Há séculos, a humanidade desenha fronteiras no mapa, linhas que separam territórios, crenças, ideologias. Mas agora, um novo tipo de divisão começa a emergir. Invisível, silenciosa, atravessa não apenas nações, mas consciências.

Não se trata mais de quem domina o poder político ou o capital econômico. A nova fronteira é ontológica: separa modos de ser.

O escritor Wendell Berry, ainda no ano 2000, intuiu esse corte profundo ao dizer:

É fácil imaginar que a próxima grande divisão do mundo será entre pessoas que desejam viver como criaturas e pessoas que desejam viver como máquinas. (1)

Vinte e cinco anos depois, a profecia se cumpre diante de nós.

De um lado, o partido das máquinas, os que veem na tecnologia a promessa de libertar o ser humano de toda limitação. Apostam na fusão com algoritmos, na expansão ilimitada das capacidades, na ideia de que eficiência é sinônimo de evolução.

Do outro, o partido das criaturas, aqueles que desconfiam da velocidade, que valorizam o corpo, a presença, o vínculo. Que intuem que talvez o que nos torne humanos não seja o poder de criar sistemas inteligentes, mas o de permanecer sensíveis.
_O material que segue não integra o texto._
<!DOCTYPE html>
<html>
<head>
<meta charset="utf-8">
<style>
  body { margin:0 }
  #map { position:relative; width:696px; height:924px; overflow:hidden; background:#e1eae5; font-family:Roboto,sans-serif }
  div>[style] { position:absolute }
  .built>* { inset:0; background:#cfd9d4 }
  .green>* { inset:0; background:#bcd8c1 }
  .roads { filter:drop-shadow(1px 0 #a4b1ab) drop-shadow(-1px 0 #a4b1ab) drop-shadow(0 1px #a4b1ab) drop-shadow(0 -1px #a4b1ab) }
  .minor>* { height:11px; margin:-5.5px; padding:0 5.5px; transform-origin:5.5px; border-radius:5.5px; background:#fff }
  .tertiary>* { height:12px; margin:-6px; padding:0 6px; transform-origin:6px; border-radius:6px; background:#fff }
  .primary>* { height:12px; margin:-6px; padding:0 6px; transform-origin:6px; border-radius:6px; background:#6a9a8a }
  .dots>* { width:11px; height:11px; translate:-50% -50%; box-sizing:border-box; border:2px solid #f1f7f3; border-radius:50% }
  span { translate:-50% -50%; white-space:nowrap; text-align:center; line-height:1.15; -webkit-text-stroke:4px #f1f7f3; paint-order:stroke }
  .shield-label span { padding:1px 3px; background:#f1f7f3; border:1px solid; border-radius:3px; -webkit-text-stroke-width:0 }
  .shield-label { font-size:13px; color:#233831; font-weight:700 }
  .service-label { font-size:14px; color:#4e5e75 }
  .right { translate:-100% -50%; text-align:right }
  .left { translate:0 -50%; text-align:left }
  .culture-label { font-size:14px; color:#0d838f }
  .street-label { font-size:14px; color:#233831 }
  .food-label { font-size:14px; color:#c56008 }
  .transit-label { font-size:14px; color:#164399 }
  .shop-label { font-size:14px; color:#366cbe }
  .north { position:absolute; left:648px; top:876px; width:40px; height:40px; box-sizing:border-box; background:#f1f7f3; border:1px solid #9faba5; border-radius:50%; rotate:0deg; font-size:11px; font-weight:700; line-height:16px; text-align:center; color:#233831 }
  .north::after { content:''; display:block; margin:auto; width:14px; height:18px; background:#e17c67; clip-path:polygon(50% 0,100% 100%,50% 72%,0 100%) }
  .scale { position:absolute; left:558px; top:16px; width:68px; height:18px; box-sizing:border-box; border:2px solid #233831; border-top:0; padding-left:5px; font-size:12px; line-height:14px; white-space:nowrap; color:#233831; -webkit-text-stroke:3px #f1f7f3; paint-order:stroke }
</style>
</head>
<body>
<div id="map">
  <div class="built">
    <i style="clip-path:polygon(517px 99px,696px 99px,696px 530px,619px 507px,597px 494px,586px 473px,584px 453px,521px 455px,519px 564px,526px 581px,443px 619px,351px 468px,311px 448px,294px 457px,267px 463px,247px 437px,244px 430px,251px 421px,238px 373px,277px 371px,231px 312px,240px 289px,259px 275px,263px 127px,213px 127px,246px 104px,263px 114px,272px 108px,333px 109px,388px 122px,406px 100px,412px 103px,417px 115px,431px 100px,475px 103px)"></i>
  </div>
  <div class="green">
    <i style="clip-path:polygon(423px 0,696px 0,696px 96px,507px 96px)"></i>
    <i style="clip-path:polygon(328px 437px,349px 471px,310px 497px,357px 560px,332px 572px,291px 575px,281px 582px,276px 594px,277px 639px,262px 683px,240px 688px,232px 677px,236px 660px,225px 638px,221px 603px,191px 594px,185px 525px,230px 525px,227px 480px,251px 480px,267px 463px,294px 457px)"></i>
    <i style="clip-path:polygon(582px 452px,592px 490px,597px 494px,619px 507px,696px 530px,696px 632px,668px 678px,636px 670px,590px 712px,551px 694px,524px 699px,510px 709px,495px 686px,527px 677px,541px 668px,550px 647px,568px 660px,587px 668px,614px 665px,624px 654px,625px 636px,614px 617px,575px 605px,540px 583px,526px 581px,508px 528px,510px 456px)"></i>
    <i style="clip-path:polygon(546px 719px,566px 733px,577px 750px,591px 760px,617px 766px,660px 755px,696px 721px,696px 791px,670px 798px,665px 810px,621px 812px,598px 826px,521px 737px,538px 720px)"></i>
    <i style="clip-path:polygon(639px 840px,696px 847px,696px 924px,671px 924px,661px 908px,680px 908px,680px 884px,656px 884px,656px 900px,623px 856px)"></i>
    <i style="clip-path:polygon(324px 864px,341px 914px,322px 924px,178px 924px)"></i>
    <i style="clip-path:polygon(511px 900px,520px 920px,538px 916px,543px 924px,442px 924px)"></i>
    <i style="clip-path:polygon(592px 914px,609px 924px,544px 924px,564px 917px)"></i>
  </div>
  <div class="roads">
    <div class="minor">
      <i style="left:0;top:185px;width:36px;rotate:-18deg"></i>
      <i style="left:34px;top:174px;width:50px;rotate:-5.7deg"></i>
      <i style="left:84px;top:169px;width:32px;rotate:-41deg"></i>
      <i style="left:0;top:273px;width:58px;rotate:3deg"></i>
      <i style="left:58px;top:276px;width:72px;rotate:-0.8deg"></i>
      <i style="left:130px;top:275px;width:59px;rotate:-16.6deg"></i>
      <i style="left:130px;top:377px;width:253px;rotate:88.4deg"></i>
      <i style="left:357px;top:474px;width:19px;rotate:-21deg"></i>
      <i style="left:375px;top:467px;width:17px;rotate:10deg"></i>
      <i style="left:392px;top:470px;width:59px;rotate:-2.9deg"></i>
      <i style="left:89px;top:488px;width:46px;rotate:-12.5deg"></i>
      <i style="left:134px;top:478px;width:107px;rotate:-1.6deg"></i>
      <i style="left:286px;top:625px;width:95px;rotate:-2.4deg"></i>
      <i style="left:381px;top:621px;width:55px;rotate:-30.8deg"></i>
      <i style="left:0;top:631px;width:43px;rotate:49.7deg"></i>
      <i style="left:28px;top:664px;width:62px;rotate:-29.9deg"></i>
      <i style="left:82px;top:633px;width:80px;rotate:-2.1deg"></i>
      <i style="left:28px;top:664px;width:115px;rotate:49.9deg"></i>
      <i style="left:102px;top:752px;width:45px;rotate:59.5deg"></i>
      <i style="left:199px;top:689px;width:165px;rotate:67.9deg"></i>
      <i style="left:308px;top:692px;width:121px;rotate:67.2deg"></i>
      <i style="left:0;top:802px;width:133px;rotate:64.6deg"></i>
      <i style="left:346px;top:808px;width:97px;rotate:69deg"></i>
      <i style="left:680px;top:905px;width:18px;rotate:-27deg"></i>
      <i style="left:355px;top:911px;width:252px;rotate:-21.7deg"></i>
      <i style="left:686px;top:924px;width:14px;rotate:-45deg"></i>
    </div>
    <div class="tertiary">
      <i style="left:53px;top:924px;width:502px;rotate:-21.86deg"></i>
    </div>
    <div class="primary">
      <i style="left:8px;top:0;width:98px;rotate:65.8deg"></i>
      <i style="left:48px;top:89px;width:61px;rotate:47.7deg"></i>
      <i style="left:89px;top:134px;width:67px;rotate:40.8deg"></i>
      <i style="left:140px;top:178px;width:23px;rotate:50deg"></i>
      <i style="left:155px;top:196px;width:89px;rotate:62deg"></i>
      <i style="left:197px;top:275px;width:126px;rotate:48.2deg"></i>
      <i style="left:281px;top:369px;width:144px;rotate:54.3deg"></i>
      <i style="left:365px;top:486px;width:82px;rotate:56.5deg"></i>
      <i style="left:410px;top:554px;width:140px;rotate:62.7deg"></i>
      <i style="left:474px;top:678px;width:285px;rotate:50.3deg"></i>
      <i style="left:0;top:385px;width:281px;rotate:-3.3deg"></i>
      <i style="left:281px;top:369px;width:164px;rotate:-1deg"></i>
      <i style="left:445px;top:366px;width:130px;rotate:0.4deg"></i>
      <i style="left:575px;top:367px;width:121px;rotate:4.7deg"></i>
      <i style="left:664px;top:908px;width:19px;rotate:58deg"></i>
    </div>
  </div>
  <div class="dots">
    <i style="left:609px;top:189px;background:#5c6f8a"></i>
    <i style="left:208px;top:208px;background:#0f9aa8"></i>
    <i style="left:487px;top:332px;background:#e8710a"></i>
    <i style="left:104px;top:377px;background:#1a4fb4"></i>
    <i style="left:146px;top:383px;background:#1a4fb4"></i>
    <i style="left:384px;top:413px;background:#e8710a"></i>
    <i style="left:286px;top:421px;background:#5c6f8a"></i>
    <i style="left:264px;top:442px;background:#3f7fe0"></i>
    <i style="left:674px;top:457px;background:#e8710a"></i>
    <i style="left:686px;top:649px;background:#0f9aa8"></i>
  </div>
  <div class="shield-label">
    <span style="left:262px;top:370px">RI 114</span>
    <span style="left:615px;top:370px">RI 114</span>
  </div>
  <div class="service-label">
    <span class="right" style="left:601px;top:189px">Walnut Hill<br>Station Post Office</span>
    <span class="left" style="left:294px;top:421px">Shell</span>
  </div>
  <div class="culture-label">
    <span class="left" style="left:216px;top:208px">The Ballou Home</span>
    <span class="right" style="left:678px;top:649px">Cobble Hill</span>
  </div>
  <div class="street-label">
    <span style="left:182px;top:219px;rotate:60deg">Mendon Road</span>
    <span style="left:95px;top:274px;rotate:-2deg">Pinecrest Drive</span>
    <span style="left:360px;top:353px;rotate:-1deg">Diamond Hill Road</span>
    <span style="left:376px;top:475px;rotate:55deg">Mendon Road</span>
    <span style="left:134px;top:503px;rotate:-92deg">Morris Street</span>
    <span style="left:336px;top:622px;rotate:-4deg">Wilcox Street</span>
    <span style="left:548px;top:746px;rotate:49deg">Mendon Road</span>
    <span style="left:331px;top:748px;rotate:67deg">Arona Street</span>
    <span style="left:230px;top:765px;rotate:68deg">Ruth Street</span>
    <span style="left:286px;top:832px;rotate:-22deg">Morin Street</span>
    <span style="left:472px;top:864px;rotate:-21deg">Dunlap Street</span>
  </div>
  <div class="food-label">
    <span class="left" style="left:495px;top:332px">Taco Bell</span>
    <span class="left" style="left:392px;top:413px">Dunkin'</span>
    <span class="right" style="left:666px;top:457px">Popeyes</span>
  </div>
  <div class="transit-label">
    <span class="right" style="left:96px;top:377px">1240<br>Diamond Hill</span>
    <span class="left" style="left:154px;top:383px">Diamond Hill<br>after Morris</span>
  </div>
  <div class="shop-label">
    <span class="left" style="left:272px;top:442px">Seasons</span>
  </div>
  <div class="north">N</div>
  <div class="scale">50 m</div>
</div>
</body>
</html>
O futurista David Mattin chamou essa tensão de “a nova batalha cultural do nosso tempo”: um embate entre quem deseja acelerar o salto tecnológico e quem busca reaprender a viver como um ser vivo. (2)

Ele não fala apenas de política ou de ciência. Fala de um choque existencial, uma disputa entre duas cosmologias: uma que acredita que o ser humano é uma máquina aperfeiçoável, e outra que lembra que somos parte de um ecossistema vivo, interdependente, finito.

Essa divisão não está apenas lá fora. Ela atravessa cada um de nós:

  • Entre a ânsia de produzir mais e o desejo de respirar.

  • Entre a voz que quer otimizar e a que pede sentido.

  • Entre o impulso de vencer o tempo e a sabedoria de habitá-lo.

Vivemos o início de uma era em que a grande questão já não é o que a tecnologia pode fazer, mas quem nos tornamos ao usá-la.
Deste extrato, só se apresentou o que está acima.